> _WHAT TO PRODUCE_: The listing below should be reproduced precisely, except for its images.

┌──

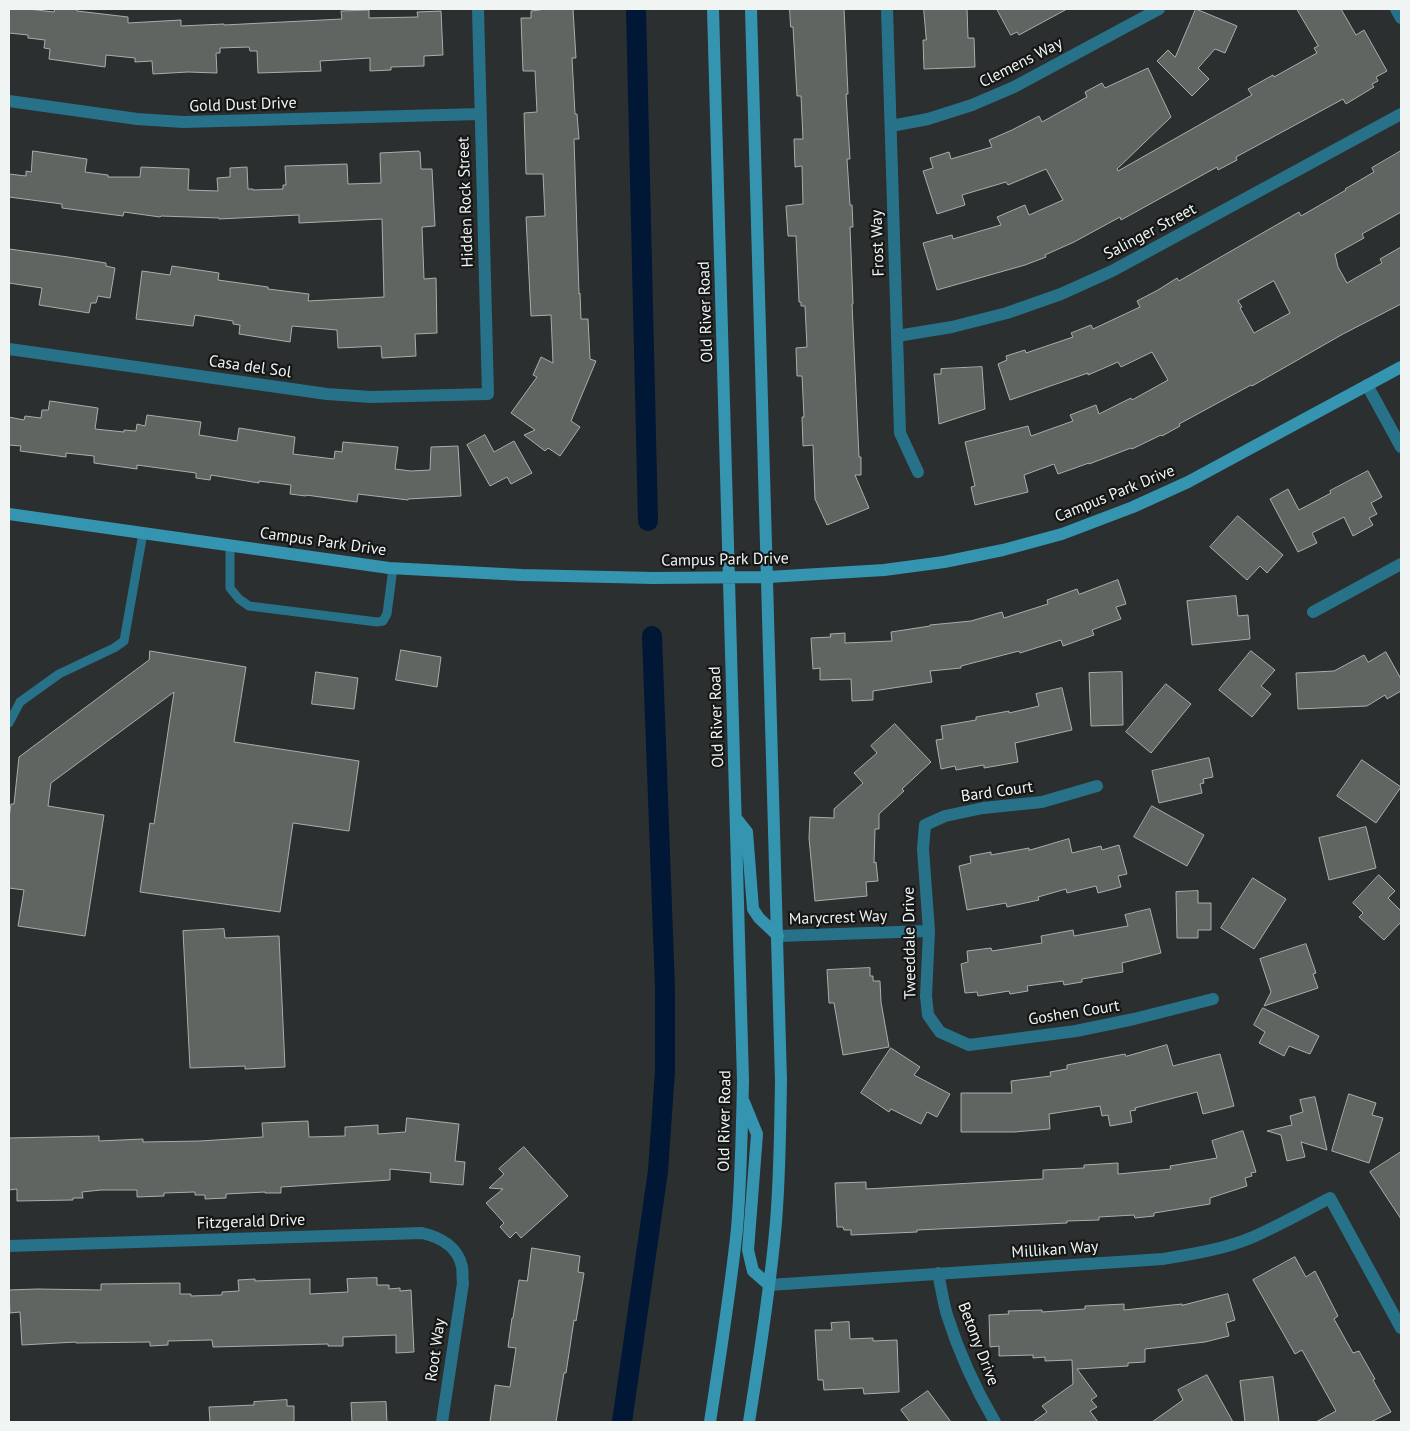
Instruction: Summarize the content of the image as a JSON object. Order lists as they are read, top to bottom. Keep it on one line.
{"streets":{"main road":["Old River Road","Campus Park Drive"],"street":["Clemens Way","Gold Dust Drive","Hidden Rock Street","Salinger Street","Frost Way","Casa del Sol","Bard Court","Marycrest Way","Tweeddale Drive","Goshen Court","Fitzgerald Drive","Millikan Way","Betony Drive","Root Way"]},"crossings":[["Clemens Way","Frost Way"],["Gold Dust Drive","Hidden Rock Street"],["Hidden Rock Street","Casa del Sol"],["Salinger Street","Frost Way"],["Old River Road","Campus Park Drive"],["Bard Court","Tweeddale Drive"],["Marycrest Way","Tweeddale Drive"],["Tweeddale Drive","Goshen Court"],["Fitzgerald Drive","Root Way"],["Millikan Way","Betony Drive"]]}
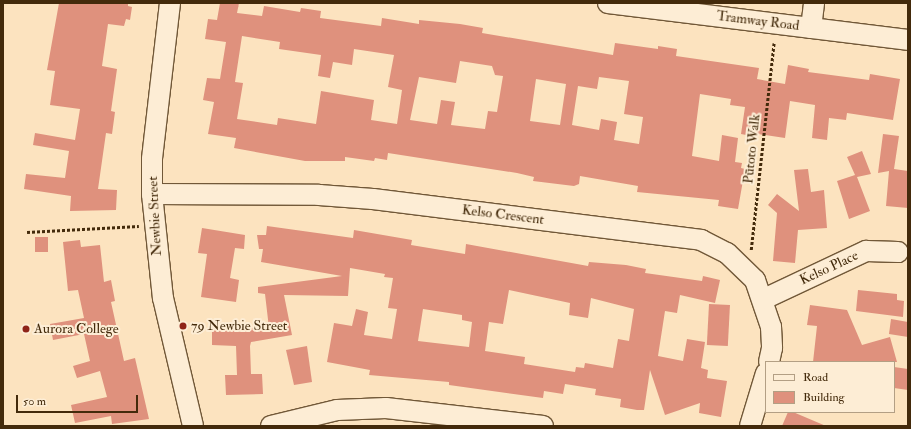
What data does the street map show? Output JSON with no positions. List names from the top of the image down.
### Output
{
  "streets": {
    "street": [
      "Tramway Road",
      "Kelso Crescent",
      "Newbie Street",
      "Kelso Place"
    ],
    "path": ["Pūtoto Walk"]
  },
  "crossings": [
    ["Kelso Crescent", "Newbie Street"],
    ["Kelso Crescent", "Kelso Place"]
  ],
  "places": ["79 Newbie Street", "Aurora College"],
  "legend": ["Road", "Building"],
  "scale_bar": "50 m"
}
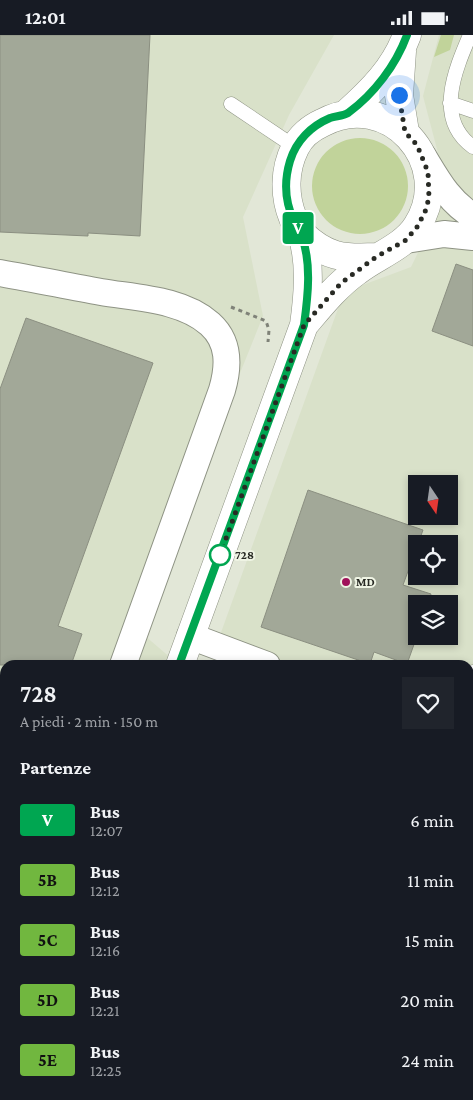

└──

> _TASK RESPONSE_:
Instruction: Summarize the content of the image as a JSON object. Order lists as they are read, top to bottom. Keep it on one line.
{"streets":{"main road":["Old River Road","Campus Park Drive"],"street":["Clemens Way","Gold Dust Drive","Hidden Rock Street","Salinger Street","Frost Way","Casa del Sol","Bard Court","Marycrest Way","Tweeddale Drive","Goshen Court","Fitzgerald Drive","Millikan Way","Betony Drive","Root Way"]},"crossings":[["Clemens Way","Frost Way"],["Gold Dust Drive","Hidden Rock Street"],["Hidden Rock Street","Casa del Sol"],["Salinger Street","Frost Way"],["Old River Road","Campus Park Drive"],["Bard Court","Tweeddale Drive"],["Marycrest Way","Tweeddale Drive"],["Tweeddale Drive","Goshen Court"],["Fitzgerald Drive","Root Way"],["Millikan Way","Betony Drive"]]}
What data does the street map show? Output JSON with no positions. List names from the top of the image down.
### Output
{
  "streets": {
    "street": [
      "Tramway Road",
      "Kelso Crescent",
      "Newbie Street",
      "Kelso Place"
    ],
    "path": ["Pūtoto Walk"]
  },
  "crossings": [
    ["Kelso Crescent", "Newbie Street"],
    ["Kelso Crescent", "Kelso Place"]
  ],
  "places": ["79 Newbie Street", "Aurora College"],
  "legend": ["Road", "Building"],
  "scale_bar": "50 m"
}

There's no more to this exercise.